A construção de um memorial no espaço que foi o berço de Manaus nos faz lembrar o discurso do presidente do México, Adolfo Lopez Mateo, na inauguração do Museu Nacional de Antropologia, em 1964. Ofereço aqui aos leitores, com as devidas adaptações, um plágio descarado e assumido do texto, que foi gravado num pedestal de mármore na entrada do Museu. Ele reflete muito bem o que poderia ser o espírito do Memorial da Cidade de Manaus:
« O povo amazonense ergue este monumento nesse lugar sagrado, em honra das admiráveis culturas que floresceram durante a era precolombiana, em regiões que são hoje território do Estado do Amazonas. Diante dos testemunhos daquelas culturas, o Amazonas de hoje rende sua homenagem ao Amazonas indígena, em cujo exemplo reconhece características essenciais de sua originalidade e de sua identidade regional ».
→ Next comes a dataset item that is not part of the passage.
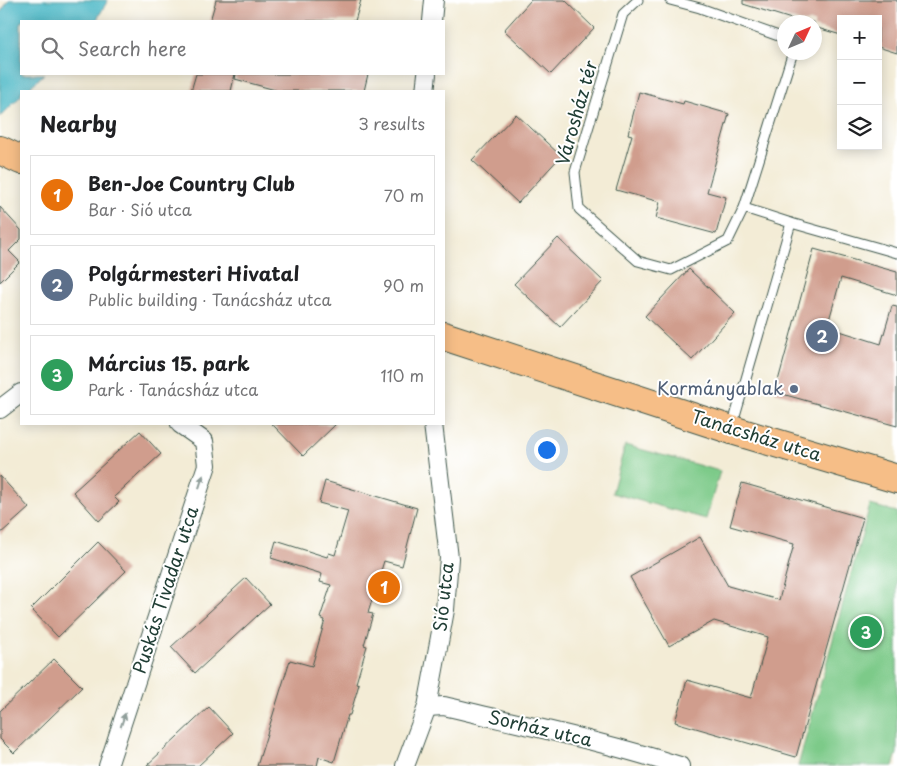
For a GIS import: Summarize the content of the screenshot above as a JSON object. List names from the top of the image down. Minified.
{"streets":{"main road":["Tanácsház utca"],"street":["Puskás Tivadar utca","Sió utca","Sorház utca"],"lane":["Városház tér"]},"crossings":[["Sió utca","Sorház utca"]],"one_way":["Puskás Tivadar utca"],"places":["Kormányablak"],"north":"top right","page":{"map_buttons":["+","−"],"search":"Search here","heading":["Nearby","3 results"],"list":[{"mark":"1","name":"Ben-Joe Country Club","note":"Bar · Sió utca","value":"70 m"},{"mark":"2","name":"Polgármesteri Hivatal","note":"Public building · Tanácsház utca","value":"90 m"},{"mark":"3","name":"Március 15. park","note":"Park · Tanácsház utca","value":"110 m"}],"pins":["2","1","3"]}}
Esse memorial pode ser a melhor homenagem já feita a uma cidade como Manaus, que recebeu tantas cantadas, em prosa e verso, dos nossos melhores escritores, como Luiz Bacellar, Thiago de Mello, Márcio Souza, Aldisio Filgueiras, Aníbal Beça, Elson Farias, Erasmo Linhares, Jefferson Peres, Áureo Nonato e tantos outros. Em torno dele – quem sabe ? – os índios poderão voltar a cantar, a dançar, e a celebrar suas cerimônias religiosas e pajelanças, para nos lembrar o lugar sagrado onde a cidade nasceu. Dessa forma, os vivos recuperarão a memória e os mortos descansarão em paz. Amém.
P.S. - E o Lula, einh! Um ano e dois meses no governo e não demarcou ainda a Terra Indigena Raposa Serra do Sol. Durante a campanha, ele prometeu, ele prometeu..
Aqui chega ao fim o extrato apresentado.